EXERCISE DETAILS: The string "Boulevard" appears in some lines of the entries that follow; copy each such line.

(Dataset entries)
[Start of section]
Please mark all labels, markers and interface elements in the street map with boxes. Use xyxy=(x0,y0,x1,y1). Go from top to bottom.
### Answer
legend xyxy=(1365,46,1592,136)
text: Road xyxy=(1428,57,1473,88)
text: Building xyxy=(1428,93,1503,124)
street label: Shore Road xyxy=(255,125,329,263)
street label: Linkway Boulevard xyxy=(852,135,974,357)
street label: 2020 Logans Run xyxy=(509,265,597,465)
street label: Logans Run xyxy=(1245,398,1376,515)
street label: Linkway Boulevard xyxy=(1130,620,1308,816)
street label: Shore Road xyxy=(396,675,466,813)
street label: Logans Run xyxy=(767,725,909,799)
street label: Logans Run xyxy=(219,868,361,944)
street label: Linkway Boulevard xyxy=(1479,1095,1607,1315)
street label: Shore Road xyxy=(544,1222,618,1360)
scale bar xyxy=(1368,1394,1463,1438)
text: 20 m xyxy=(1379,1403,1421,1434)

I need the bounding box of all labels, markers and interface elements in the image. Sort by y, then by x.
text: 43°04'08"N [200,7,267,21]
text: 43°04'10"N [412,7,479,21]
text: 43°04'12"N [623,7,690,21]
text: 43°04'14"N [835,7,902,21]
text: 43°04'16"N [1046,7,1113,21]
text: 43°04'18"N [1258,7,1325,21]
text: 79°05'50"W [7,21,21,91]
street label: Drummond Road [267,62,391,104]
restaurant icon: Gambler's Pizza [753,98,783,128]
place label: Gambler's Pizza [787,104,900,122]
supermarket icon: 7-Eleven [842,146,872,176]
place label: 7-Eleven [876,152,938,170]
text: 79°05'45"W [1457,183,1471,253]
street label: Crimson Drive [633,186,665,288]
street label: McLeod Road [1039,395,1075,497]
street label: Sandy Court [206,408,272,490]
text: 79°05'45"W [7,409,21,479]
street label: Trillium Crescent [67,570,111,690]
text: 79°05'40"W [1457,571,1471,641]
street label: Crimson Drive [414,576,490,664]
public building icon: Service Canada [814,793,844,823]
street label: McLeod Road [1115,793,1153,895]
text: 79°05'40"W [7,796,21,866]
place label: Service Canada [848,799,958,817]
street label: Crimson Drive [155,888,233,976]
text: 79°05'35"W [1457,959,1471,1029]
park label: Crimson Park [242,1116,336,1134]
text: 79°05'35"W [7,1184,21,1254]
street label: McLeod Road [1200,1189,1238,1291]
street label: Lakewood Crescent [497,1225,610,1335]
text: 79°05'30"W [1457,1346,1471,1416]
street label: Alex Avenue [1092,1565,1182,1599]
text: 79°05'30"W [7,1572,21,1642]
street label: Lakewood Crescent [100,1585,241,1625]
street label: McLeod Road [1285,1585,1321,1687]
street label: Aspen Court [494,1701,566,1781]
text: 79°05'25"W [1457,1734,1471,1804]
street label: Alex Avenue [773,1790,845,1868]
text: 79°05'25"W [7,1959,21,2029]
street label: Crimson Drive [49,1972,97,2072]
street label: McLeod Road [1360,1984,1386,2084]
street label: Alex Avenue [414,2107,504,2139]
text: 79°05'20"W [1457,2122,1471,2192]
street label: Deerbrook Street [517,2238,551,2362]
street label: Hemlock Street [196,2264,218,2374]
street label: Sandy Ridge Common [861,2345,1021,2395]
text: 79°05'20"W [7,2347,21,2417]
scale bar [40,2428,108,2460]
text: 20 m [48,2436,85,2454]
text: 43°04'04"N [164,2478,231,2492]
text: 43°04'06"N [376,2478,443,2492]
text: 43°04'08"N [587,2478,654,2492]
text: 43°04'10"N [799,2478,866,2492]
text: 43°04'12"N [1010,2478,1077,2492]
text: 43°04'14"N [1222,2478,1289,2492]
[End of section]
ANSWER BOX:
street label: Linkway Boulevard xyxy=(852,135,974,357)
street label: Linkway Boulevard xyxy=(1130,620,1308,816)
street label: Linkway Boulevard xyxy=(1479,1095,1607,1315)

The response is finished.